Segment Start: Records provided

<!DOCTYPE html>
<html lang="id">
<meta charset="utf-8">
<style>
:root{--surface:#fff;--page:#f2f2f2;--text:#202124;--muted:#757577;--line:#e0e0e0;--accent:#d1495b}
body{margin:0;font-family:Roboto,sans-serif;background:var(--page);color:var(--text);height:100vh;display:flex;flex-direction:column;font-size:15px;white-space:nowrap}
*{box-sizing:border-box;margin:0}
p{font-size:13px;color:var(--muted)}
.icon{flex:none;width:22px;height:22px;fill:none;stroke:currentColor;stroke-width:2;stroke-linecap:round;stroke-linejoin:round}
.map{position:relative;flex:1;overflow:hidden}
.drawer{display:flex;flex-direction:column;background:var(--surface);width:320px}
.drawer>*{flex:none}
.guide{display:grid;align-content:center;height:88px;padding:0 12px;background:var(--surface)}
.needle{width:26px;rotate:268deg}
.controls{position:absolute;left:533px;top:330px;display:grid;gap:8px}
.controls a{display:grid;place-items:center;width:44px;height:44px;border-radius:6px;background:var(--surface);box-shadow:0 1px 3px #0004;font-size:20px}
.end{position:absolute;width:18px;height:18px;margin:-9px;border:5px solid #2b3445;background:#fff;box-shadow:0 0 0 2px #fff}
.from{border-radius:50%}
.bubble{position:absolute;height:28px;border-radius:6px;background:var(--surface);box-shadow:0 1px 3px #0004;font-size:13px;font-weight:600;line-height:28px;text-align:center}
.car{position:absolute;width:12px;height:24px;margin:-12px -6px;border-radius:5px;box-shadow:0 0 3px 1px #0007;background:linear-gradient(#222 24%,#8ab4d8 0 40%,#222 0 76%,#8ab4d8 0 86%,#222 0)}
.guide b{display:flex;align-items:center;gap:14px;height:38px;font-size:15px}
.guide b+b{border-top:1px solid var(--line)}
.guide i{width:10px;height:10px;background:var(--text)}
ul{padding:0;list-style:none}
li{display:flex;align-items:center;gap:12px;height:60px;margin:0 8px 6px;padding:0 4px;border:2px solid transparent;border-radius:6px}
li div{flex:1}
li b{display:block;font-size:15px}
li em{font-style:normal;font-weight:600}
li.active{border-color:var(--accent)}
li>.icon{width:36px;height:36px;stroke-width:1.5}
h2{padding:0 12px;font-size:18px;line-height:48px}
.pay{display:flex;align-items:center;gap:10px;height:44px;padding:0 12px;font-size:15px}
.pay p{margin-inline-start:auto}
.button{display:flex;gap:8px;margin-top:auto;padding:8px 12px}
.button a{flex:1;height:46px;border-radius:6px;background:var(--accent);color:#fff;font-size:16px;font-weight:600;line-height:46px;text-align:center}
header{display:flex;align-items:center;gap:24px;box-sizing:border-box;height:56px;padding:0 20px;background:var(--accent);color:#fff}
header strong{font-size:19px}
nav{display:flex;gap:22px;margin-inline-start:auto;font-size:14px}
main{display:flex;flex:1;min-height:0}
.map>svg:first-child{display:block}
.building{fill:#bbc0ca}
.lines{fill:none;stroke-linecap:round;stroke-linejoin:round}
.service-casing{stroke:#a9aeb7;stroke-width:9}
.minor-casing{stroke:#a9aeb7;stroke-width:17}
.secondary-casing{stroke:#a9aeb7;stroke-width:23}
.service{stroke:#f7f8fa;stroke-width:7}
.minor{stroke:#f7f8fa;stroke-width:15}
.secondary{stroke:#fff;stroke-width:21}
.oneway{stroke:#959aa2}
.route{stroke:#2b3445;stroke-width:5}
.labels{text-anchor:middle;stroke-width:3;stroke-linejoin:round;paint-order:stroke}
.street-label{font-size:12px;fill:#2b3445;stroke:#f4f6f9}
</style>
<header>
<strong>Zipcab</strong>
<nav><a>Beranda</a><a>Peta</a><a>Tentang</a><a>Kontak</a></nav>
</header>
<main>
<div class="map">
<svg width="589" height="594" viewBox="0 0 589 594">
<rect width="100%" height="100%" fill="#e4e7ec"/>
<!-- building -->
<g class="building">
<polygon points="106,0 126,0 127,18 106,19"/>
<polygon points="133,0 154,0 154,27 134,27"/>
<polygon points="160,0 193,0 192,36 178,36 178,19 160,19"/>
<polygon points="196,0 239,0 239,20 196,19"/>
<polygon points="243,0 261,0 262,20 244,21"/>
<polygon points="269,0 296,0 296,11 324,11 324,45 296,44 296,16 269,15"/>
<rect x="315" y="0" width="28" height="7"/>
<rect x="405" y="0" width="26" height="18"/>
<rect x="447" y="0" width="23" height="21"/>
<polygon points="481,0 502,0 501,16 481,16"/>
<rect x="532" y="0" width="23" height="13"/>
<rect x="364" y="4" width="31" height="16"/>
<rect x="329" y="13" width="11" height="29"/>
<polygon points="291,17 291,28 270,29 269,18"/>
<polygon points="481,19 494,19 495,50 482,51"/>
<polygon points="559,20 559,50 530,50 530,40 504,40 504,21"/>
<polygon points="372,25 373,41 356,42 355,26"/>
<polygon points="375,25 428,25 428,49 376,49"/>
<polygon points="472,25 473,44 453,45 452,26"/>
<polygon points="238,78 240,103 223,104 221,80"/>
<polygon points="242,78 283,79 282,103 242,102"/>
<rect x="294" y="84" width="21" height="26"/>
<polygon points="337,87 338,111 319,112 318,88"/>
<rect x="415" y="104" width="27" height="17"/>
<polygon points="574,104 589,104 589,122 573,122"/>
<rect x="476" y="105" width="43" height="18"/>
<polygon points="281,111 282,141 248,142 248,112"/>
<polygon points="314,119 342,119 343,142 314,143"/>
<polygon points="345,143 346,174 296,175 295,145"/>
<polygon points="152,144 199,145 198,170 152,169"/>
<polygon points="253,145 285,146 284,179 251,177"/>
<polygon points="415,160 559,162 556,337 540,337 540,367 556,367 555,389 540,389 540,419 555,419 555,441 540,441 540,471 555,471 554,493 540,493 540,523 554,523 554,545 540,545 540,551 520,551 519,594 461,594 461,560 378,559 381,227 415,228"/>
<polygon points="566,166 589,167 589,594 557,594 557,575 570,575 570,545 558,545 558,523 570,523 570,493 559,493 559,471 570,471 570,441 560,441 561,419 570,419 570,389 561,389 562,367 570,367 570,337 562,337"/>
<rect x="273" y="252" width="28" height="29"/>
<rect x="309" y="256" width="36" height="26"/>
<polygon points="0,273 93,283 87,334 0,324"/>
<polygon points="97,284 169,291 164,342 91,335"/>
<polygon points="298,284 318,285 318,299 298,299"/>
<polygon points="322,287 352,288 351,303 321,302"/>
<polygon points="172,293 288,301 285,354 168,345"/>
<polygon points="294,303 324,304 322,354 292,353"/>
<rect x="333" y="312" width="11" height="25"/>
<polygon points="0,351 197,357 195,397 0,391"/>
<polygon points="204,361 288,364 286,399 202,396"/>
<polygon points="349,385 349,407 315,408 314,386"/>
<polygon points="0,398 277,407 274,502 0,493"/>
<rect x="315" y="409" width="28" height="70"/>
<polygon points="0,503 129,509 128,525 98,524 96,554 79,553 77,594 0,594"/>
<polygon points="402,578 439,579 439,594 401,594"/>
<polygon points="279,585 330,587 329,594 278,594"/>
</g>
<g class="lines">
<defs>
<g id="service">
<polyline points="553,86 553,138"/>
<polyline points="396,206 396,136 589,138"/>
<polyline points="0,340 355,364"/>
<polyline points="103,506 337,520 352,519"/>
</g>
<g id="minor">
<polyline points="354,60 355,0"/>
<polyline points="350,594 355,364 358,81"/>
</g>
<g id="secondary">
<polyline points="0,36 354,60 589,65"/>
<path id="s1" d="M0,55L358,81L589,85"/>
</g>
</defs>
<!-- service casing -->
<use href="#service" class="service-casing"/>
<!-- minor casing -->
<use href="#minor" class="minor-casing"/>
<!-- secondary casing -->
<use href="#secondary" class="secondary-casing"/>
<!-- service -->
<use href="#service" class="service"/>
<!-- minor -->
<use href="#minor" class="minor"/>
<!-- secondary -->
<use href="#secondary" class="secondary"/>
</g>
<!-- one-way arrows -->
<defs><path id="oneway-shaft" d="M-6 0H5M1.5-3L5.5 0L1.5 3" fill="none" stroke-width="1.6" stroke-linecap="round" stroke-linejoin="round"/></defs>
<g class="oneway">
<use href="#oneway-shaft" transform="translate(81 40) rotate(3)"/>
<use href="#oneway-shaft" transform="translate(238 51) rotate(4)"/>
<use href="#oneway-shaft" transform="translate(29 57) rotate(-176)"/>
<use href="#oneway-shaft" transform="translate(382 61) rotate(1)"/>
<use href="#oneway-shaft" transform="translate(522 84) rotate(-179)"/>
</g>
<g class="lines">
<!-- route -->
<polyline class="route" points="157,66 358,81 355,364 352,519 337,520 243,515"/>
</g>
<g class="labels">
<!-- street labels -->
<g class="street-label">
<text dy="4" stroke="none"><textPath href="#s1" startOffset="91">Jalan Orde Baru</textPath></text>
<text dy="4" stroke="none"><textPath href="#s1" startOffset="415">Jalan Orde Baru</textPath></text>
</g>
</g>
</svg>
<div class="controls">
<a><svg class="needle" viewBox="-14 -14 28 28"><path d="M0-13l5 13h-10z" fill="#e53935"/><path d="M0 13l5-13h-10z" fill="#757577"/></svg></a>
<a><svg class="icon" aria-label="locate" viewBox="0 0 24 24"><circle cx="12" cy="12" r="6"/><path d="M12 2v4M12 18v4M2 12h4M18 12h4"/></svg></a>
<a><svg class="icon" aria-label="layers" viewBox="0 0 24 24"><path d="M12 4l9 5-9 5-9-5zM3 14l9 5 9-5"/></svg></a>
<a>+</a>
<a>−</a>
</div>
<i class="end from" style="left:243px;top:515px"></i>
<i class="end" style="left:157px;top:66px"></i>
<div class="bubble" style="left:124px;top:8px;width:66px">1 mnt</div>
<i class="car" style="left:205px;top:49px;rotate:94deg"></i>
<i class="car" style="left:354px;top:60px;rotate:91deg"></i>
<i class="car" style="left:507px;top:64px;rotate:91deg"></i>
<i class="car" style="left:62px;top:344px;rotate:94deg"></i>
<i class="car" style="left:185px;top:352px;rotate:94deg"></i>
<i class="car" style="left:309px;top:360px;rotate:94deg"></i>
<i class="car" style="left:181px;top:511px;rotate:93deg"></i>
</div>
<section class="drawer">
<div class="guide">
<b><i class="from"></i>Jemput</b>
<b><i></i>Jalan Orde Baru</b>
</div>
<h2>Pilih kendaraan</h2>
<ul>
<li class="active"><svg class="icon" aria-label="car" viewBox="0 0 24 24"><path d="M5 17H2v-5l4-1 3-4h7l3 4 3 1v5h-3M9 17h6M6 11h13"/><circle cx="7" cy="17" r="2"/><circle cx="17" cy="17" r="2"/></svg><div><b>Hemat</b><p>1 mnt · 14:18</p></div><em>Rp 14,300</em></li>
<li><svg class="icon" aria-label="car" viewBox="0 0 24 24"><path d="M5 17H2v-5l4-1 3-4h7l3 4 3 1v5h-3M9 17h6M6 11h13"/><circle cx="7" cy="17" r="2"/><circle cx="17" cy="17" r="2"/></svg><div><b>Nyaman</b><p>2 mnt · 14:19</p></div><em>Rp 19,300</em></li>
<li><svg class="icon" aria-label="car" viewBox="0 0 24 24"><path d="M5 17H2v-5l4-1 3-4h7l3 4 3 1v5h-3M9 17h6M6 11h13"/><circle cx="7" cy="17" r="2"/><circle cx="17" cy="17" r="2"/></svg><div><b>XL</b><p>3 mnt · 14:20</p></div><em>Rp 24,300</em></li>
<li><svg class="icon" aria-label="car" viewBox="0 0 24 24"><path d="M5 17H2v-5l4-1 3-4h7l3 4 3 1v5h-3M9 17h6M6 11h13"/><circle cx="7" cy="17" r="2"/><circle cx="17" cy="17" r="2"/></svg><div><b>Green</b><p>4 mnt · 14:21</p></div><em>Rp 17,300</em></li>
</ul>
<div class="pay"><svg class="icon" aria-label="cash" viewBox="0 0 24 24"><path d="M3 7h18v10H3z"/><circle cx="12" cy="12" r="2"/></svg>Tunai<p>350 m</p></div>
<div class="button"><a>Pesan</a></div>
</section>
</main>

Segment End: Records provided

Work to complete: Report back each line in the material above that contains the string "needle".

Exercise output:
.needle{width:26px;rotate:268deg}
<a><svg class="needle" viewBox="-14 -14 28 28"><path d="M0-13l5 13h-10z" fill="#e53935"/><path d="M0 13l5-13h-10z" fill="#757577"/></svg></a>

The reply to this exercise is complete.